Sighing, Sarah reached for her phone. Although she didn’t know who she was planning to call. Her mum and the rest of her family were all the way over in Wales and her old school and uni friends were now just people on Facebook with new surnames and fat-faced babies as their profile pictures. She could call Nora, or one of the other girls, she supposed, but – as Cole had been very quick to remind her – they were all foremost his and never just for her.
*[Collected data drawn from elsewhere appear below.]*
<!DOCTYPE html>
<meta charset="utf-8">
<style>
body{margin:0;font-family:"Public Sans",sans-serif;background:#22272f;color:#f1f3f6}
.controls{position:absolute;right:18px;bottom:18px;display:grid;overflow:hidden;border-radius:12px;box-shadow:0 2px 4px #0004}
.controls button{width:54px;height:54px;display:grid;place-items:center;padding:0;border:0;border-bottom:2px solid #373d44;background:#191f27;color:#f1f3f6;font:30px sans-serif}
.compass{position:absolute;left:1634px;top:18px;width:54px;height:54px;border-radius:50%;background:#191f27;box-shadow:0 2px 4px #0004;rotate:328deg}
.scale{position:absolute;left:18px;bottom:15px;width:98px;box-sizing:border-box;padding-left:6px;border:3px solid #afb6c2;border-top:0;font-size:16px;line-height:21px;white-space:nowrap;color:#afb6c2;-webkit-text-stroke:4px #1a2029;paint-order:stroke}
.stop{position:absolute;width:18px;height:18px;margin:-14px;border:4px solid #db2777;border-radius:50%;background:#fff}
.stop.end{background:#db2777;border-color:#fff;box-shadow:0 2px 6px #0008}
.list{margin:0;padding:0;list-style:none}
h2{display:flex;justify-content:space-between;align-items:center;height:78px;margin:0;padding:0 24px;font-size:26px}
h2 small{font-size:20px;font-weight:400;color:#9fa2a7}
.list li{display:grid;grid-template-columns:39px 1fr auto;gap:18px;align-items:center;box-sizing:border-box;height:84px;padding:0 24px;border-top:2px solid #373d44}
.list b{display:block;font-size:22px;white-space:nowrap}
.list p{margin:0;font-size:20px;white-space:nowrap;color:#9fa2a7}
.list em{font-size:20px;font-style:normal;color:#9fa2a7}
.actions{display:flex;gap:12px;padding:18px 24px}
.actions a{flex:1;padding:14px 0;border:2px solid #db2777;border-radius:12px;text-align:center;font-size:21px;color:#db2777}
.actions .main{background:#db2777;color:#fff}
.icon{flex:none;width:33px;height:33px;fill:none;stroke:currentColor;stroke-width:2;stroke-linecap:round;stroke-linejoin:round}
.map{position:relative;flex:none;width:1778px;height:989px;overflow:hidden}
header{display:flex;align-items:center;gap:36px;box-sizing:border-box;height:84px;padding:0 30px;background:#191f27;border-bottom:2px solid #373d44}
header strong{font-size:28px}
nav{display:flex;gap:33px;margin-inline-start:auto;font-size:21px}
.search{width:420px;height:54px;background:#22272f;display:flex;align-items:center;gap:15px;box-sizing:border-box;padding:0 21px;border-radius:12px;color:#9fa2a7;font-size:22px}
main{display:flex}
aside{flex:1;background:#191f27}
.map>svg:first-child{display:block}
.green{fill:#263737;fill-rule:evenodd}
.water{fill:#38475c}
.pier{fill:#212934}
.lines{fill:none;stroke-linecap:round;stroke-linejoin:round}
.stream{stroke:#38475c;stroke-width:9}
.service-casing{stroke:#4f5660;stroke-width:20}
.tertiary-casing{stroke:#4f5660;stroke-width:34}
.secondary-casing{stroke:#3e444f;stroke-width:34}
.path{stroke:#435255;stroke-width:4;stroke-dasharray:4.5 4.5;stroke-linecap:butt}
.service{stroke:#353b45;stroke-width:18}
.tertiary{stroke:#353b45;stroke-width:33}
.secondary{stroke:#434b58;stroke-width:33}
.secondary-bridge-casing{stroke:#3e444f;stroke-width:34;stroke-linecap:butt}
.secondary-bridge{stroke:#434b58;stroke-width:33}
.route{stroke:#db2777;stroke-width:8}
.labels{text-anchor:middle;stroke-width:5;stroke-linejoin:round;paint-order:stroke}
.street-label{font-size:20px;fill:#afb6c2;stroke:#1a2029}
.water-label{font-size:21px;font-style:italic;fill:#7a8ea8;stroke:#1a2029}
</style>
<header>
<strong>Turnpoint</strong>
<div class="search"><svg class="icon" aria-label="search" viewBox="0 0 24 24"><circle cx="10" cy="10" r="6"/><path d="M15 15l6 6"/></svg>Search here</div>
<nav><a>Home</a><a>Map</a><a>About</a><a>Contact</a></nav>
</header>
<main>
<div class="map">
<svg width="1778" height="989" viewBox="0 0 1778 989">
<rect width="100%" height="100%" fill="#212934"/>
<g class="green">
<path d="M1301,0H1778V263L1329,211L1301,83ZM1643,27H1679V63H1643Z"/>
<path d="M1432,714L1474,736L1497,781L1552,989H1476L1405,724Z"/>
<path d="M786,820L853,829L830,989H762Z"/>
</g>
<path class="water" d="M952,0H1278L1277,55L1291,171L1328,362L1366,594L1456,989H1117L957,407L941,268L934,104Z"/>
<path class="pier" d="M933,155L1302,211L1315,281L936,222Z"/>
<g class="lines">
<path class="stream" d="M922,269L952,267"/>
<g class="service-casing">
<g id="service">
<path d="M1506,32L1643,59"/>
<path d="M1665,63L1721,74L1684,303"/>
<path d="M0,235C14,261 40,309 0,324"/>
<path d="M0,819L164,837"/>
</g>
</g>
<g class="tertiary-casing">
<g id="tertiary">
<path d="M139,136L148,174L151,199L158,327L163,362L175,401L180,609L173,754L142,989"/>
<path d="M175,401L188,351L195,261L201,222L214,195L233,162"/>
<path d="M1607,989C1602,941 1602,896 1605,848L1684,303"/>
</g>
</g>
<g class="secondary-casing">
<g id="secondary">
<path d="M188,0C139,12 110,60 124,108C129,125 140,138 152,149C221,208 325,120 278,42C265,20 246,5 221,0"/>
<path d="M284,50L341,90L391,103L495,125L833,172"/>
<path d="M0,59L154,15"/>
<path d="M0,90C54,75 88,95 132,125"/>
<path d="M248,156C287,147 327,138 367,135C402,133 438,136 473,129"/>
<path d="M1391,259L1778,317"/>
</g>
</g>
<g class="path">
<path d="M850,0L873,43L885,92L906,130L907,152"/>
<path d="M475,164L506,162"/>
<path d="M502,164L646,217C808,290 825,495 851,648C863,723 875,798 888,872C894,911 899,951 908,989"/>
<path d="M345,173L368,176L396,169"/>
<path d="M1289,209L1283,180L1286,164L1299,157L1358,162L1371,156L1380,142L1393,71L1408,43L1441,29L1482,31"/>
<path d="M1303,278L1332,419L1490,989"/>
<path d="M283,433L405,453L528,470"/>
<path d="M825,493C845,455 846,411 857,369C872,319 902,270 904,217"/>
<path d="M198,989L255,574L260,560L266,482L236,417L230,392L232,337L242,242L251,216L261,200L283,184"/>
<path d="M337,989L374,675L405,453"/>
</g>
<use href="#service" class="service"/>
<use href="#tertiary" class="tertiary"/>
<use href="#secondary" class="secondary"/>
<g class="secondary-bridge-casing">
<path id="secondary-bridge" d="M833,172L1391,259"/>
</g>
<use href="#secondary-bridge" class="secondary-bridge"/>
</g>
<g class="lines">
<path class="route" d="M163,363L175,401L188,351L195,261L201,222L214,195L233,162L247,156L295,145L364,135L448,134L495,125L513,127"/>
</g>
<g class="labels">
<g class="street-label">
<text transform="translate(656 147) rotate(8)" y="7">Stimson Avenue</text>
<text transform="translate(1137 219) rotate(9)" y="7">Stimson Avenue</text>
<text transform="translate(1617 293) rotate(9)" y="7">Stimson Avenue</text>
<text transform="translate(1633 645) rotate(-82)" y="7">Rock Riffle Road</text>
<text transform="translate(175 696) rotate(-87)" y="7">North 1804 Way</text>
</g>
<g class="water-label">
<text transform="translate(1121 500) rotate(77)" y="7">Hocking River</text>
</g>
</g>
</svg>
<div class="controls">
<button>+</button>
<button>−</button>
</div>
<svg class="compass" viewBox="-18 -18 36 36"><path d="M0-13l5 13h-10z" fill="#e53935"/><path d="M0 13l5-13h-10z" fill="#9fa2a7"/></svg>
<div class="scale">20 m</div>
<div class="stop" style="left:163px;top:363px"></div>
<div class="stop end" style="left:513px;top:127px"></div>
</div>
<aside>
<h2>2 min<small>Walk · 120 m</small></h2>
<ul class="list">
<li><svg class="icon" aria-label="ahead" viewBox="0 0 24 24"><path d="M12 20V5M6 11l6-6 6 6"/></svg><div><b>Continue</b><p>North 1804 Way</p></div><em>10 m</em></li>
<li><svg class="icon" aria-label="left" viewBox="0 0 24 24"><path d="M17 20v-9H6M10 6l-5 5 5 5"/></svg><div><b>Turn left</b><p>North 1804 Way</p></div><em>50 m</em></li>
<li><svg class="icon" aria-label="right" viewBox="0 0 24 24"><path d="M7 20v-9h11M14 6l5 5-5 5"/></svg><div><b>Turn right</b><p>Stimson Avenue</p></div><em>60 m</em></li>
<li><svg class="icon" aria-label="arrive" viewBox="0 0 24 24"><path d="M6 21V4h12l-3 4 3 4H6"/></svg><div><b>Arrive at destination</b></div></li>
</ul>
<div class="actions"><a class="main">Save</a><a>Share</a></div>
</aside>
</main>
So instead she spoke to Siri.
‘What’s the ideal weight a woman should be to help with conception?’ she asked, ruefully.
Chapter 5
Gray gave a low whistle as he got out of the car. ‘You sure now how to treat a guy, Miss Adkins.’
Cleo couldn’t help but stare too, sliding her sunglasses down from where they were perched atop her pinned-back fringe; she had to – it felt like the crenelated turret of Withysteeple Hall was touching the sun. ‘Christ. Nora would love this for sure. Ooh la la. Very Downton Abbey.’
‘Completely,’ Gray agreed. ‘Why hasn’t she come out to see it?’
Cleo made a face. ‘She’s had to go see a venue with her family. Don’t ask. Long story. Involves God and her overbearing Irish-Catholic mother, who I believe has more power than the former. She said she’d come out here to meet with the wedding coordinator if I reported back it was worth the meeting.’
‘Well, if she’s looking to get married in the splendid manner of a Jane Austen heroine, then I already think, yeah, it’s worth the meeting,’ Gray laughed. ‘This place couldn’t be more stunning!’
Cleo hadn’t had Gray pegged for a regency-romantic – she smiled, filing that piece of information away – but she couldn’t help but agree with him. The manor house sat atop a gentle, natural mound – like it needed to look more impressive, Cleo thought, amused – beatifically crowning a thick carpet of surrounding meadow: fat columbines and forget-me-nots and creamy cow parsley, so dense you couldn’t see the grass.
Okay, so it wouldn’t be so gorgeous come the winter – perhaps it might even be a little gothic for some tastes – but Cleo could already imagine the tall windows of the house lit up with firelight from within, the swollen-globe lights that strung the path from the car park at the gates to the front door glowing comfortingly, perhaps even a few shining flakes of snow swirling gently down from a starry sky. The four bridesmaids, each with fat fur stoles across their shoulders. Nora, all in white, glowing in the half-light of a winter afternoon. Amazing. She hadn’t even seen the inside yet and she was pretty sold.
‘Ooh, the café is open,’ Gray interrupted her reverie, having clocked the delightfully renovated stables selling cakes and concessions off to one side of the main building. ‘I could murder a scone.’
Cleo laughed. ‘I did basically insist you drive me out to the countryside with fifteen minutes’ notice on a Saturday morning – a scone would be the least I could do! But really, thank you,’ she insisted. ‘You saved my arse. I really need to learn how to drive.’
Gray cocked a smile. ‘But then how would I keep in scones?’
‘Well, there is that,’ Cleo nodded. ‘I can’t believe my luck that you had nothing better to do!’
‘What could be better than driving out to the home counties of a weekend to play fake-fiancé with my best friend from work?’
‘Plus getting to eat scones,’ Cleo reminded him.
‘Plus scones, of course,’ Gray agreed solemnly. ‘Shall we?’ He made a move towards the stables’ courtyard.